Madonna says adopting Malawi boy as hard as childbirth
Despite being criticised by the press, the pop star is confident that she will win permanent custody of three-year-old David.23 May 2008
CANNES - Madonna said Thursday her efforts to adopt a child in Malawi and the ridicule she faced in the press had been as difficult as childbirth, but she was confident of soon winning permanent custody.
The 49-year-old pop star, who was in Cannes with a documentary she produced and wrote about AIDS orphans in the southeast African nation, said she had been bewildered by the criticism and suspicion she faced.
"It was painful and it was a big struggle and I didn't understand it but in the end, I rationalised that, when a woman has a child and goes through natural childbirth, she suffers an enormous amount," she told reporters.
"So I sort of went through my own kind of birthing pains with dealing with the press on my front doorstep accusing me of kidnapping or whatever you want to call it. I had to go through some kind of process and in the end it made me stronger so I can't complain."
A court in Malawi is expected to rule this week on whether Madonna and her British filmmaker husband Guy Ritchie can permanently adopt three-year-old David after an interim custody order was granted 18 months ago.
David was placed in an orphanage after his mother died during childbirth.
Madonna said Thursday that the woman had died of AIDS and that David's biological father, who is still alive, had dropped his initial objections and formally approved of the adoption so his son could avoid a life of poverty.

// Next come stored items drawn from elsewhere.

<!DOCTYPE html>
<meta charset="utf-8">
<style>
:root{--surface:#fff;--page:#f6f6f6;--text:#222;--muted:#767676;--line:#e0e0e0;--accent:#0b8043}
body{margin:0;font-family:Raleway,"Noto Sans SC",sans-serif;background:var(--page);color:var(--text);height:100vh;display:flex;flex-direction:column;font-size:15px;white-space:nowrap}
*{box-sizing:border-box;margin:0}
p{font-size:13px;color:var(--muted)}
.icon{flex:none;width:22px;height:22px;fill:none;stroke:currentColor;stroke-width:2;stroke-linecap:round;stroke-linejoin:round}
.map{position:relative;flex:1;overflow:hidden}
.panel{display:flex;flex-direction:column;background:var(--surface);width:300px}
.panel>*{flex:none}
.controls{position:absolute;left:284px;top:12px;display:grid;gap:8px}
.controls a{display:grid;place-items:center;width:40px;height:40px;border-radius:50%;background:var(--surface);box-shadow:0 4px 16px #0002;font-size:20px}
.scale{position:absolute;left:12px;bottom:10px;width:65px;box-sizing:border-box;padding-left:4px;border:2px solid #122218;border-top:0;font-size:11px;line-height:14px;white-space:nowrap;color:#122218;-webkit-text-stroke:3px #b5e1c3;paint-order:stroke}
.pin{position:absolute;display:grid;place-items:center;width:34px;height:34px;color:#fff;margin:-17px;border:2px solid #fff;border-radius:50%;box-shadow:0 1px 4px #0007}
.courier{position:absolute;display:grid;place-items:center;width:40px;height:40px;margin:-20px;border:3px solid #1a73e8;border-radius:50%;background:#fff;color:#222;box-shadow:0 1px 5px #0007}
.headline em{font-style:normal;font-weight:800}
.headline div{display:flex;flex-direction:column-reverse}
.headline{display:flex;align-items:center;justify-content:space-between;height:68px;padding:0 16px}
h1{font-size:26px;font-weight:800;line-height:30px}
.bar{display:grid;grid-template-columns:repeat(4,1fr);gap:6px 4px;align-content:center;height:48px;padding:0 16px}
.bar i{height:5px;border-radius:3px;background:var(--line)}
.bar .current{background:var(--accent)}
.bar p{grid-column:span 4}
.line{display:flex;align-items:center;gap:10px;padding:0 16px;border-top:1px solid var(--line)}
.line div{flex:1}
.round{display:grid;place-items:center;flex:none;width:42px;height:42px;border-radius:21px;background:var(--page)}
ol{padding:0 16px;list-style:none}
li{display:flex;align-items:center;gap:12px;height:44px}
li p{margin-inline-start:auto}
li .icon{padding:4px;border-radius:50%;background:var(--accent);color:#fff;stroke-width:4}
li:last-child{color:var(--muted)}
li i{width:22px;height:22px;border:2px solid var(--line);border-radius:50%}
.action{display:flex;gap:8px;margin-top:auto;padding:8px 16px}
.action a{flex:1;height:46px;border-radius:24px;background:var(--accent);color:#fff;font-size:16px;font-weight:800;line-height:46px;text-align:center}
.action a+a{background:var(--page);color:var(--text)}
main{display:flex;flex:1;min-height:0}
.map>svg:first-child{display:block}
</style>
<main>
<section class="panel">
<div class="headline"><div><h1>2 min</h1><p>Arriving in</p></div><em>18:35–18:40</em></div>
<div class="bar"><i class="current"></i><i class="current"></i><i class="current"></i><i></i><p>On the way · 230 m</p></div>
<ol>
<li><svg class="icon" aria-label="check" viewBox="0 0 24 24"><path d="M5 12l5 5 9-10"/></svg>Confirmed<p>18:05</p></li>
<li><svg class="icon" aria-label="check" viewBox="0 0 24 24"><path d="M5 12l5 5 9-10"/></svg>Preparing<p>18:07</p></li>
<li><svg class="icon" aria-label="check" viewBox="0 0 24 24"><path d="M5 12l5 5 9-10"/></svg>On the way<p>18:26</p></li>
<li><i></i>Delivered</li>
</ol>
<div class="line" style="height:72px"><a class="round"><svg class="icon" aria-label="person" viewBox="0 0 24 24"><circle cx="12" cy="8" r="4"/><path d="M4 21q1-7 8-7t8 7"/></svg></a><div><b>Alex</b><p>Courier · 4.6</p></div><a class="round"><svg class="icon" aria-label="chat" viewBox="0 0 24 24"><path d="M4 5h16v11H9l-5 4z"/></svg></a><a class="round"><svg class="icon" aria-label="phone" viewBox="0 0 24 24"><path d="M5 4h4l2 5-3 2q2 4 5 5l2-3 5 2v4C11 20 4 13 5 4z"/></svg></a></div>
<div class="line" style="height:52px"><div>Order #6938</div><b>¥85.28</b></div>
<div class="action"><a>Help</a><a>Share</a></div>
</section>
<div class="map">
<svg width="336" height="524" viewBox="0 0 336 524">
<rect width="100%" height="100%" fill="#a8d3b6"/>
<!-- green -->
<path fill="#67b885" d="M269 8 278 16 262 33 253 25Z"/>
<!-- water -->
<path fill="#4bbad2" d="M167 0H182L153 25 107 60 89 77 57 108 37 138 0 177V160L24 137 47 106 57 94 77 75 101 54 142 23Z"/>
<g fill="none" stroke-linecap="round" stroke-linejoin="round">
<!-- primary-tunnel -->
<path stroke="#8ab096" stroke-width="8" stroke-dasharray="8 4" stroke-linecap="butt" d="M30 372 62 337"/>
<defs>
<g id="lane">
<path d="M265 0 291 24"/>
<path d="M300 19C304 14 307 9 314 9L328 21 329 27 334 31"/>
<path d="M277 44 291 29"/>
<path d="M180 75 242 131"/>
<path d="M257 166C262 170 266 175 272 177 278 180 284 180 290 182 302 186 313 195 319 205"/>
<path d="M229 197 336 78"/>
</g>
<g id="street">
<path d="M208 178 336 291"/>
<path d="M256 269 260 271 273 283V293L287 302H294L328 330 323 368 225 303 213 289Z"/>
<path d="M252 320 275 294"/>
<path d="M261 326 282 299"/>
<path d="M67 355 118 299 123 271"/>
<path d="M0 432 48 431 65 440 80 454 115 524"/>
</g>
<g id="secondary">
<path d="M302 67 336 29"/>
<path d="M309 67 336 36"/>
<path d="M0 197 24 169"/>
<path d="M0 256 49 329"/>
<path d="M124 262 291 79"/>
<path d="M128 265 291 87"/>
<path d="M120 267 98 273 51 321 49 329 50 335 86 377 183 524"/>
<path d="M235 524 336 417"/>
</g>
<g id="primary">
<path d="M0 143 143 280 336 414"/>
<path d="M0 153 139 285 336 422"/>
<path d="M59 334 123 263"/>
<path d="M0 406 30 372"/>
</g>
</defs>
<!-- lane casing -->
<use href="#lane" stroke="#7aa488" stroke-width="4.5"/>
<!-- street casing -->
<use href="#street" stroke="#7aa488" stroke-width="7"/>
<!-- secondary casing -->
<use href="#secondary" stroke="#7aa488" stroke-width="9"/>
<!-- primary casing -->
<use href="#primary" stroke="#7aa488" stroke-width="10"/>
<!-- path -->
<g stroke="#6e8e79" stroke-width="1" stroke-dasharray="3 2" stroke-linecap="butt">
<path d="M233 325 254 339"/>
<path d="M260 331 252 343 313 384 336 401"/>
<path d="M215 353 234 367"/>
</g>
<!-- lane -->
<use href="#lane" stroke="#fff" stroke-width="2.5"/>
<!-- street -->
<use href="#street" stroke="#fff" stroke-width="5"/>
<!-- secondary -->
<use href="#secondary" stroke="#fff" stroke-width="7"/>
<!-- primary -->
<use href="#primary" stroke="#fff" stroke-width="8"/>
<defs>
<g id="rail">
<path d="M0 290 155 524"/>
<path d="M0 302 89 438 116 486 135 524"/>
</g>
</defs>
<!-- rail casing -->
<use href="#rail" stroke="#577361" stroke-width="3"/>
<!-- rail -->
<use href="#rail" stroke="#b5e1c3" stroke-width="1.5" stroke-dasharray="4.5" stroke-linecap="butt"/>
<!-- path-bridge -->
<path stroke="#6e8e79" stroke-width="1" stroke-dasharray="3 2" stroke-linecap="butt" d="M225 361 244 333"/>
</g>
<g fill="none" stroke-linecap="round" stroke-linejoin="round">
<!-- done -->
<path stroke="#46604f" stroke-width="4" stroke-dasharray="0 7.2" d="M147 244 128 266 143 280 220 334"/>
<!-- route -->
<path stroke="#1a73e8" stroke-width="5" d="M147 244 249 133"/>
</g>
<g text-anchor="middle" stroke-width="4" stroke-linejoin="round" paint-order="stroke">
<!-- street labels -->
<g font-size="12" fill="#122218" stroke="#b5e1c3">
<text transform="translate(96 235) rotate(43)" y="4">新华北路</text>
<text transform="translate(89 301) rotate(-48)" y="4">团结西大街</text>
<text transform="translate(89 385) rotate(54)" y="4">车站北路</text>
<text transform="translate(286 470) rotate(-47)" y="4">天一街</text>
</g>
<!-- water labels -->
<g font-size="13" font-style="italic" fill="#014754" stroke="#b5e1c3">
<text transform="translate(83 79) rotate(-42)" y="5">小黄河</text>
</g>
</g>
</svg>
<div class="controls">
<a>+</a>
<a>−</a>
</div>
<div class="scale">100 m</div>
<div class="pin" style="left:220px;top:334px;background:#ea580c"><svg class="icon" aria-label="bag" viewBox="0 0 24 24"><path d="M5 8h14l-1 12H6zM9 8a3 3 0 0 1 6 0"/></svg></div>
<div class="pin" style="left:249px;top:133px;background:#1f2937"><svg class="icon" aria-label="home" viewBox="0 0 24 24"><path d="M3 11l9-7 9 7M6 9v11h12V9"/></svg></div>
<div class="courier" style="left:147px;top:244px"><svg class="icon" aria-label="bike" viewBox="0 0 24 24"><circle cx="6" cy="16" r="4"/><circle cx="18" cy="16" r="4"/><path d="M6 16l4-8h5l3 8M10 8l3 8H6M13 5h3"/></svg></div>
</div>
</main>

More than half of Malawi's population lives on less than a dollar a day and the country is one of the world's worst affected by AIDS with about 14 percent of its 12 million people infected with HIV, the virus that causes the disease.
Madonna meanwhile is the world's highest paid female singer. Having given birth to a daughter, Lourdes, and a son, Rocco, she was won over by tiny David on a visit to an AIDS orphanage in October 2006.
But critics have accused her of using her vast wealth to fast-track the adoption process, a charge she has vigorously denied.
And although widely praised for her charity work in Malawi, the adoption case also triggered a storm of protest there.
Madonna said the absence of laws in Malawi allowing for international adoptions meant hers became a test case.
"I'm happy to be the guinea pig," she said.
Madonna's film, "I Am Because We Are" tells the wrenching story of a generation of children left to fend for themselves after AIDS robs them of their parents.
It includes interviews with high-profile activists including former US president Bill Clinton and South African Nobel laureate Desmond Tutu, spliced between images of grinding poverty, ailing AIDS patients and the terror experienced by children suddenly left alone.
Its optimistic ending focuses on charity groups working to ensure medical care, education and guidance for the children and ways viewers can help.
The picture was directed by Nathan Rissman, an amateur filmmaker who had previously worked for Madonna and Ritchie as a gardener and babysitter.
Despite Rissman's lack of experience, the film has won critical praise for its searing images and tightly edited interviews and has been sold in several territories.
"I'm hoping the whole world sees it," said Madonna, who premiered her first feature film, a comedy set in London, to mixed reviews in Berlin in February.
Madonna said the death of her own mother when she was only six had been a factor in leading her to tell the story of the more than one million AIDS orphans in Malawi.
The film's title comes from an African adage about individuals' connection to their communities and the world.
It is showing on the sidelines of the Cannes film festival, which wraps up on Sunday.